Information given:
○ ○ ○ ○

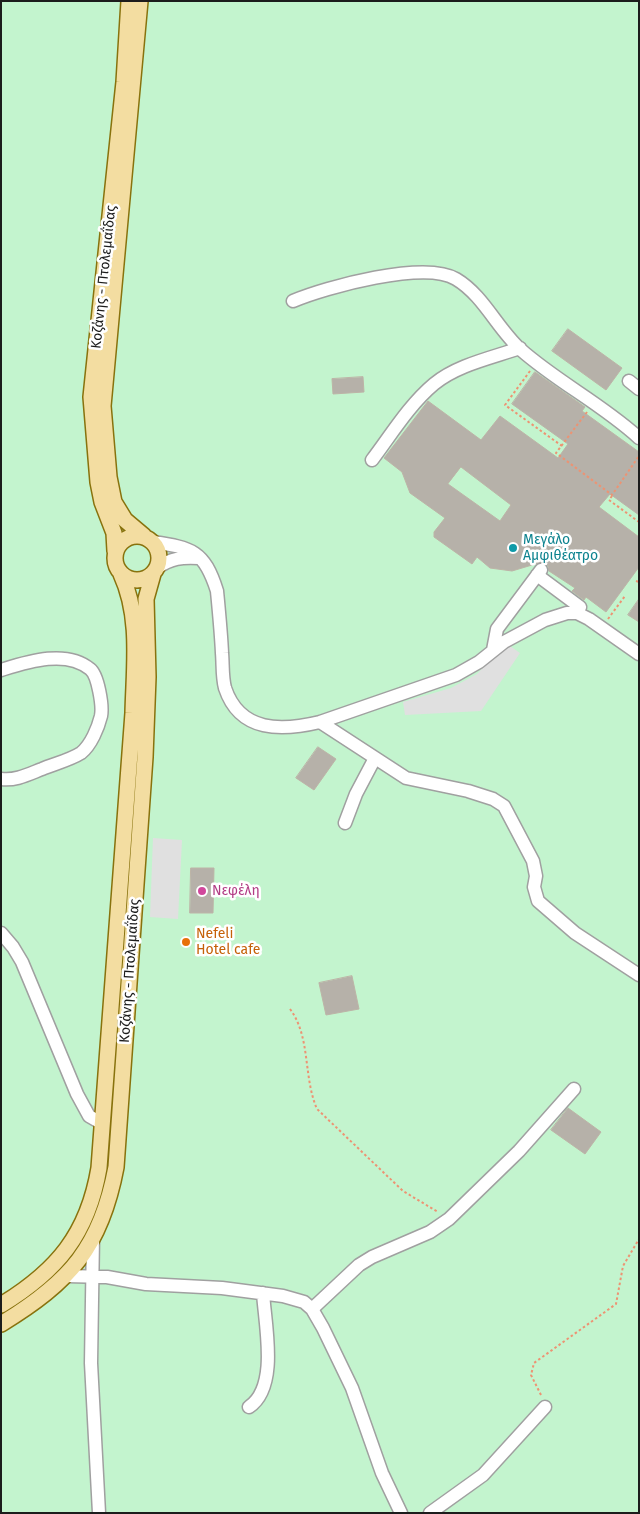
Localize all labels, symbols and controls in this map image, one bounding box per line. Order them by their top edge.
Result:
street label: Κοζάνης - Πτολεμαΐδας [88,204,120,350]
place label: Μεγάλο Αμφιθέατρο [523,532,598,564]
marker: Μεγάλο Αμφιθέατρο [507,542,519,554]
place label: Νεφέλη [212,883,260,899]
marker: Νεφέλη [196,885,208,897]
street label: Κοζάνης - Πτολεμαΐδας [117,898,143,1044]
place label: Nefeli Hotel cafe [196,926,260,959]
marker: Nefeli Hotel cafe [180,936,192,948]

○ ○ ○ ○

Leave out the pictures and output every record above precisely as given.

Output below:
Localize all labels, symbols and controls in this map image, one bounding box per line. Order them by their top edge.
Result:
street label: Κοζάνης - Πτολεμαΐδας [88,204,120,350]
place label: Μεγάλο Αμφιθέατρο [523,532,598,564]
marker: Μεγάλο Αμφιθέατρο [507,542,519,554]
place label: Νεφέλη [212,883,260,899]
marker: Νεφέλη [196,885,208,897]
street label: Κοζάνης - Πτολεμαΐδας [117,898,143,1044]
place label: Nefeli Hotel cafe [196,926,260,959]
marker: Nefeli Hotel cafe [180,936,192,948]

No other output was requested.